The Finnish newspaper Iltalehti

reported yesterday that “several foreign and security policy sources” had confirmed the Finnish Defense Forces’ recommendation of the F-35 as Finland’s next fighter. Apparently, the same sources pointed to the F-35’s “capability and expected long lifespan” as key reasons for it winning through in favor of the rival Boeing F/A-18E/F Super Hornet, Dassault Aviation Rafale, Eurofighter Typhoon, and the Saab Gripen E. Final quotes from each of these manufacturers were received in April. While there is no fixed figure on the number of jets to be acquired, it seems this will be in the region of 64 aircraft.

Two U.S. Air Force F-35As, from Hill Air Force Base, Utah, right, fly in formation with two Finnish F/A-18C Hornets, left, while en route to Turku, Finland, in June 2019, in support of a Theater Security Package., U.S. Air Force/Airman 1st Class Jovante Johnson

The reports suggest that, now that the Finnish Defense Forces have made their decision, the country’s Ministry of Defense will prepare a procurement proposal for the government to approve. This is expected to be a formality, although lawmakers could theoretically still try and push for an alternative. Nevertheless, sources have told Iltalehti that the government is set to formally confirm the F-35 decision within the next 10 days, after having informed the U.S. government.

Lt.

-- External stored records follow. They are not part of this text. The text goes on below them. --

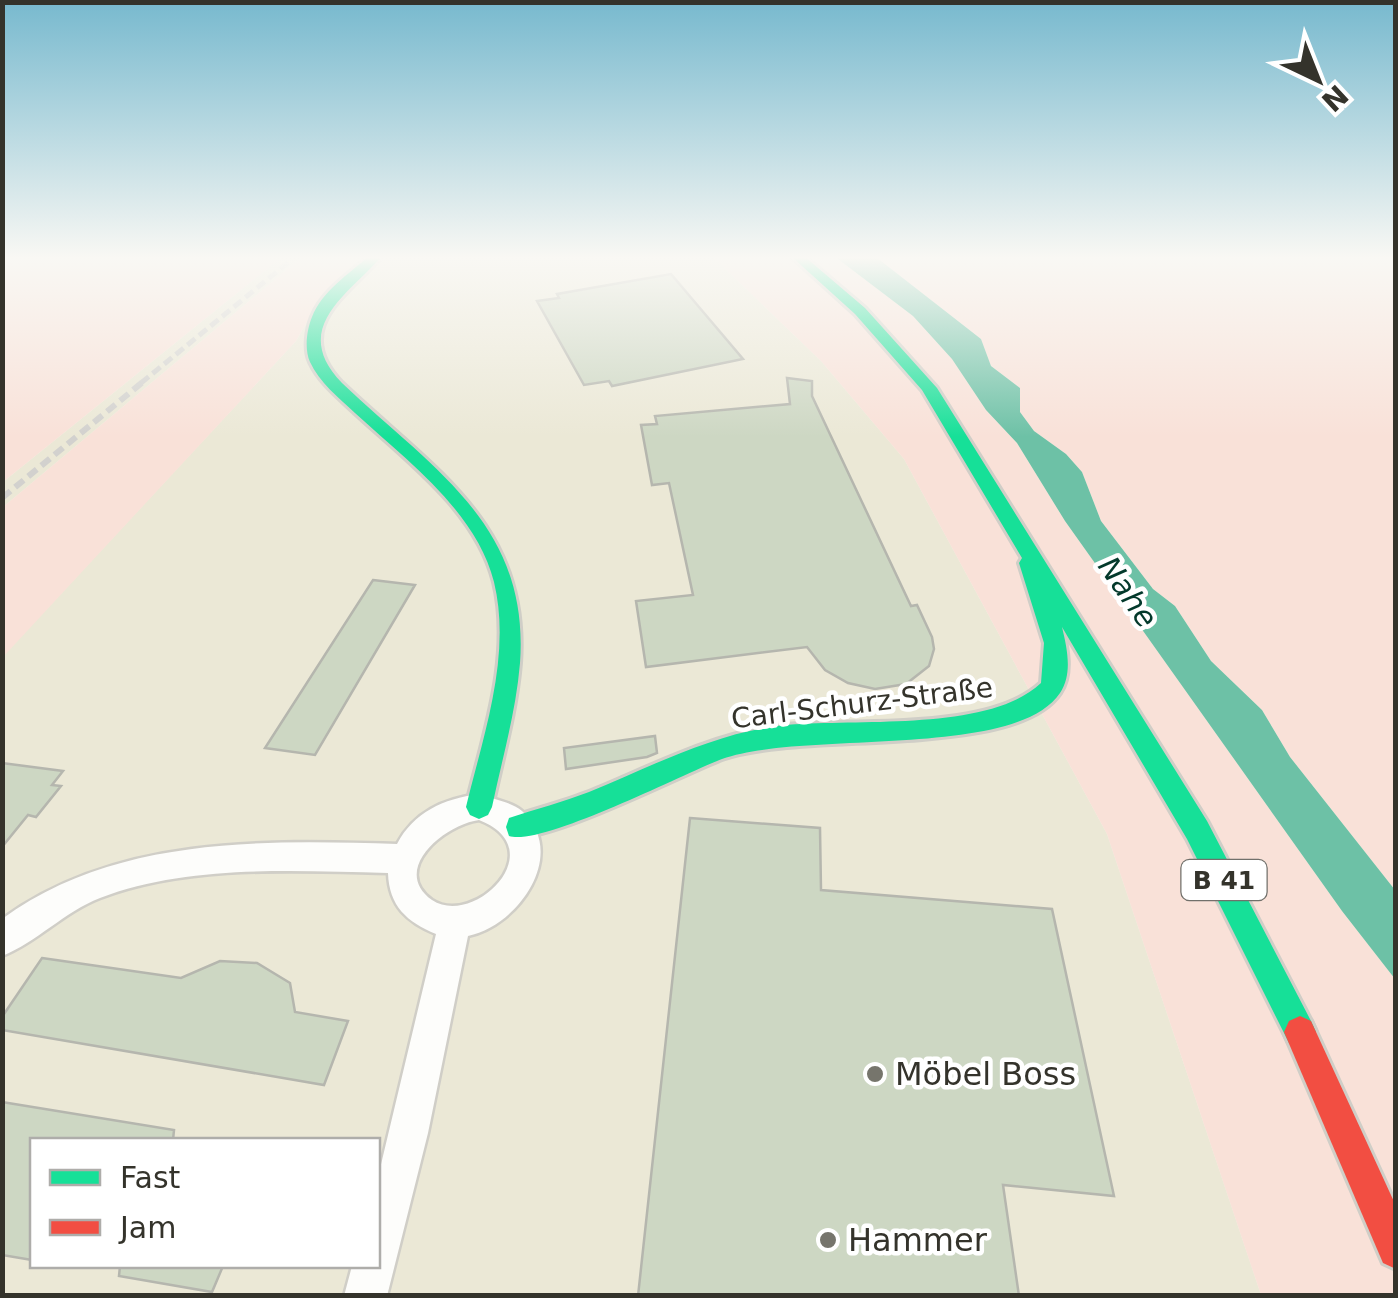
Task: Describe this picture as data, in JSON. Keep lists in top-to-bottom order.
{
  "streets": {
    "street": ["Carl-Schurz-Straße", "B 41"]
  },
  "crossings": [
    ["Carl-Schurz-Straße", "B 41"]
  ],
  "water": ["Nahe"],
  "places": ["Möbel Boss", "Hammer"],
  "legend": ["Fast", "Jam"],
  "north": "bottom right"
}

Gen. Eric Fick, Program Executive Officer for the F-35 Joint Program Office, confirmed that the Finnish government had not yet notified its U.S. counterpart about the decision but said he would contact the Finnish government today.

Last month, a senior representative from the Swiss Ministry of Defense visited Finland, apparently to discuss F-35 costs with the head of the Resource Policy Department at the Finnish Ministry of Defense, Raimo Jyväsjärvi. In both countries, the new aircraft would replace existing F/A-18C/D fighter fleets.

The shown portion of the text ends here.